*Stored data*
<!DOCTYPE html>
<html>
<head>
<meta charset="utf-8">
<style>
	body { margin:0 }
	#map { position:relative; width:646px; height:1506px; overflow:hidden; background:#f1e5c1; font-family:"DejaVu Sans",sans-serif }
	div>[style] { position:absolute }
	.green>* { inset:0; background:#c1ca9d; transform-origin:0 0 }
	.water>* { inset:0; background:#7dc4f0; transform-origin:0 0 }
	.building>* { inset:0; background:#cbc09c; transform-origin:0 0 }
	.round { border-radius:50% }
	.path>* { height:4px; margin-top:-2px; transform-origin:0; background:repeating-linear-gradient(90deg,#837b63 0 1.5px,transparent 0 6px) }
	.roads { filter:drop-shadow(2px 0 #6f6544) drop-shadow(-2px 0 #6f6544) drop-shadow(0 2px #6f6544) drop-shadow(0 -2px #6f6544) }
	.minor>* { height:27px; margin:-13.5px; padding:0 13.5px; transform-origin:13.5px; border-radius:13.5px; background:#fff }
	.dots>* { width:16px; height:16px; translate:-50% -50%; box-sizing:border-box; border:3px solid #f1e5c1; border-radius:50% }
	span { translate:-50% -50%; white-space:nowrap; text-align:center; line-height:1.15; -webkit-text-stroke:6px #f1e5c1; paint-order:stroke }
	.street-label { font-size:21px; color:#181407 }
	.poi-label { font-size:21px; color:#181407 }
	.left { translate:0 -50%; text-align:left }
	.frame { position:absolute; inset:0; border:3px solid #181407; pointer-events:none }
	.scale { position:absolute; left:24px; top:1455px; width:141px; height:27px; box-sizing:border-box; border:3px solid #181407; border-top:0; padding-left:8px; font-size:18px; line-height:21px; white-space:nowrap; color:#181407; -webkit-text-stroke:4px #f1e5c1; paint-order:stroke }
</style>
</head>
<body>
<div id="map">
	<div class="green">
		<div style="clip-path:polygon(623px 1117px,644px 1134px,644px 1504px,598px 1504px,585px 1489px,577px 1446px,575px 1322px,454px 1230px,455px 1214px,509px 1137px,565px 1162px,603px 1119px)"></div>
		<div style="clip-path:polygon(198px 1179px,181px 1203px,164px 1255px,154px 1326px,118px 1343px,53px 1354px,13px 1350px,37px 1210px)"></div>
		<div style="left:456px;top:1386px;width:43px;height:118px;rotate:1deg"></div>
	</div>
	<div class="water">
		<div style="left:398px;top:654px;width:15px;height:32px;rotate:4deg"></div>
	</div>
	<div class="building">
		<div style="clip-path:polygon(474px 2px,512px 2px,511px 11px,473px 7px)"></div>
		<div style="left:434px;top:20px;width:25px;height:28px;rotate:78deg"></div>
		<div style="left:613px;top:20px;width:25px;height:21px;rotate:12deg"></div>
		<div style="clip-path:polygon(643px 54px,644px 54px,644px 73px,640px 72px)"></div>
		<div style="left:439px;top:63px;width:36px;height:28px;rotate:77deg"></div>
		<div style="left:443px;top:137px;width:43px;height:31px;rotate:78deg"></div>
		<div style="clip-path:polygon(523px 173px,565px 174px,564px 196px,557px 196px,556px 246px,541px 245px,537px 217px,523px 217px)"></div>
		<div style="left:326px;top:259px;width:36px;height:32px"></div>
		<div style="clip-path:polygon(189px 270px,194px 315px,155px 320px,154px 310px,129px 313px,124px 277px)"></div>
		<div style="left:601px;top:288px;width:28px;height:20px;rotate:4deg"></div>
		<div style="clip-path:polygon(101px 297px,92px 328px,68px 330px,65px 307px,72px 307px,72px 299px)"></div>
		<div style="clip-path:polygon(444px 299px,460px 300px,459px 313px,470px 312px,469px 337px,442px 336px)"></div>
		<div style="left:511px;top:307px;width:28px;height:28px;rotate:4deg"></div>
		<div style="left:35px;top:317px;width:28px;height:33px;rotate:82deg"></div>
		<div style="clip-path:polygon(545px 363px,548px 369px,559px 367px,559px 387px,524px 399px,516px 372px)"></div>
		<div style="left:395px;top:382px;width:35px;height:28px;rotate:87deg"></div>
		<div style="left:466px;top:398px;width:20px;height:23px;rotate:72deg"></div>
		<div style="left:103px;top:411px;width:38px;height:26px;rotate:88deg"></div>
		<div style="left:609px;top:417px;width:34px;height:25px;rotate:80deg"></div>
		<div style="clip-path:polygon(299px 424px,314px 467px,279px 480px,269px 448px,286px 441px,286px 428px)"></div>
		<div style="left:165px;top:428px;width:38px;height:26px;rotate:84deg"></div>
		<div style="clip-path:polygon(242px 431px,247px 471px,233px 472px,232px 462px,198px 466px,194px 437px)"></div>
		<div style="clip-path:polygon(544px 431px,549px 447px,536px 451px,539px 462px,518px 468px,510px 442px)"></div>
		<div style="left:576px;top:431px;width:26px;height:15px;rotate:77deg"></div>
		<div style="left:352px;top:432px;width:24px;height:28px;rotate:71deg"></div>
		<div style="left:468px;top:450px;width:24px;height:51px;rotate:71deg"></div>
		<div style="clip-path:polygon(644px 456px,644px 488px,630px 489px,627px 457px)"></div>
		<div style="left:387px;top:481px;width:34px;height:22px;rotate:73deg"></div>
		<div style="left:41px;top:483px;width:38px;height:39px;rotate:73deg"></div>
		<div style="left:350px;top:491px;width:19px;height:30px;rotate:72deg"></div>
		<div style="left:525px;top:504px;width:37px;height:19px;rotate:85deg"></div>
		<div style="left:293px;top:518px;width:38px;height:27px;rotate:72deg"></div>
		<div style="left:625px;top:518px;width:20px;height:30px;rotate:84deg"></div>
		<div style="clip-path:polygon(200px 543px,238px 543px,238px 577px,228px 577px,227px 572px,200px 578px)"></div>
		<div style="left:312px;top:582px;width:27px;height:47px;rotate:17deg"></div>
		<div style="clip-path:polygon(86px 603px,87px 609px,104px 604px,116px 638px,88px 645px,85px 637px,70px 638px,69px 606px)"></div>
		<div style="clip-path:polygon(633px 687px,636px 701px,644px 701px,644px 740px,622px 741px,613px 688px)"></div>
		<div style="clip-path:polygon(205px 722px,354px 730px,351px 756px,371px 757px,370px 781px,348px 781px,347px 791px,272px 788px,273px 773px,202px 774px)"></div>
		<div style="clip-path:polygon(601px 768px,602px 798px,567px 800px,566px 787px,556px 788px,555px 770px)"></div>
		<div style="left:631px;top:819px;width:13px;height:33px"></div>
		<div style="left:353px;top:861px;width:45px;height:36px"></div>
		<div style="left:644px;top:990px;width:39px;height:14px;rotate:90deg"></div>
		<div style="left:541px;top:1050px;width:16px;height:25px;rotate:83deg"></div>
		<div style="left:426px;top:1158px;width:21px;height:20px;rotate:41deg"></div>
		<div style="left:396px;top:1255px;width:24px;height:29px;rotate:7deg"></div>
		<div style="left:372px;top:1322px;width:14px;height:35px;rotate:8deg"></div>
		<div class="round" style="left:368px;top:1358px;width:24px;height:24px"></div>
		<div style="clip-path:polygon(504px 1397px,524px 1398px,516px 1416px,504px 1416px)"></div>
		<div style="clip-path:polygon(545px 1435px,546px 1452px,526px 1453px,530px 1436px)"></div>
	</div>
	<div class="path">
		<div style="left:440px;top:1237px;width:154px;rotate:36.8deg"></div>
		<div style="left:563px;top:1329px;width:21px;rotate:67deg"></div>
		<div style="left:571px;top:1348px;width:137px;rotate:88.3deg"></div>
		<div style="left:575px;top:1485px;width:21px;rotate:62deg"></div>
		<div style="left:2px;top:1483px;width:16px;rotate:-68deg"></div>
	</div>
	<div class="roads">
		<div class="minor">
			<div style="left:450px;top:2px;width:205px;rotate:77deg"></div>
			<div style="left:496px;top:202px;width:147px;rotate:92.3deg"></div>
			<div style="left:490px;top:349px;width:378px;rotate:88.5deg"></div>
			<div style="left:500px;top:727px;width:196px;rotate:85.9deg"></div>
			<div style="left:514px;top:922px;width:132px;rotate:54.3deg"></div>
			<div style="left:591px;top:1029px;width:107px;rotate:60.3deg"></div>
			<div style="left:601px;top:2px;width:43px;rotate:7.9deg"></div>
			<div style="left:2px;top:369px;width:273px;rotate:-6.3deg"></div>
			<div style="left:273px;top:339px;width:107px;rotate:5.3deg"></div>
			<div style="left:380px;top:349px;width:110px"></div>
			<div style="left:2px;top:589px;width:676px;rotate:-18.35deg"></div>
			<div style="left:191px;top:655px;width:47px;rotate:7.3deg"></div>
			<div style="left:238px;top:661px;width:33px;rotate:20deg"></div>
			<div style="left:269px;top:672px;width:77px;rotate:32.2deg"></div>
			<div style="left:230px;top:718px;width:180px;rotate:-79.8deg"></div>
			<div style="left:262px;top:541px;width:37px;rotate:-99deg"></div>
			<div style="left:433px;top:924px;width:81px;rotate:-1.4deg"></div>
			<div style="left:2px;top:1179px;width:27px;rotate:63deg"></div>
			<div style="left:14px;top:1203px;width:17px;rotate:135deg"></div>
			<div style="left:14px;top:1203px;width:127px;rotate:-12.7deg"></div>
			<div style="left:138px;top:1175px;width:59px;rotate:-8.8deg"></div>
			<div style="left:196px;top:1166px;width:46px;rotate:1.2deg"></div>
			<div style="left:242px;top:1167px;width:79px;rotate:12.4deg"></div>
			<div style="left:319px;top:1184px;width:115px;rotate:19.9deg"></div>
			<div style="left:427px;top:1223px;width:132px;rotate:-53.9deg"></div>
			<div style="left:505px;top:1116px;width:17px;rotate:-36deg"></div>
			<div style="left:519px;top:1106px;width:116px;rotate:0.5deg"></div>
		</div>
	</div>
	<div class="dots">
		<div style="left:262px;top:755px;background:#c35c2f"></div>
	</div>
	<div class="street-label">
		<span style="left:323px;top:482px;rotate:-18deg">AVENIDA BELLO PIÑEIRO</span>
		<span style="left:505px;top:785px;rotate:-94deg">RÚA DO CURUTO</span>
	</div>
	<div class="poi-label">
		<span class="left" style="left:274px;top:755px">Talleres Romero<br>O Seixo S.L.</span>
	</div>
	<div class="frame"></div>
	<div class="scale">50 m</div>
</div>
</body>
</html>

*To do*
All that is needed is the opening run of the data, given again exactly: please include every line from the first through the line with "inset:0; background:#7dc4f0; transform-origin:0", both ends kept.

*Solution to this exercise*
<!DOCTYPE html>
<html>
<head>
<meta charset="utf-8">
<style>
	body { margin:0 }
	#map { position:relative; width:646px; height:1506px; overflow:hidden; background:#f1e5c1; font-family:"DejaVu Sans",sans-serif }
	div>[style] { position:absolute }
	.green>* { inset:0; background:#c1ca9d; transform-origin:0 0 }
	.water>* { inset:0; background:#7dc4f0; transform-origin:0 0 }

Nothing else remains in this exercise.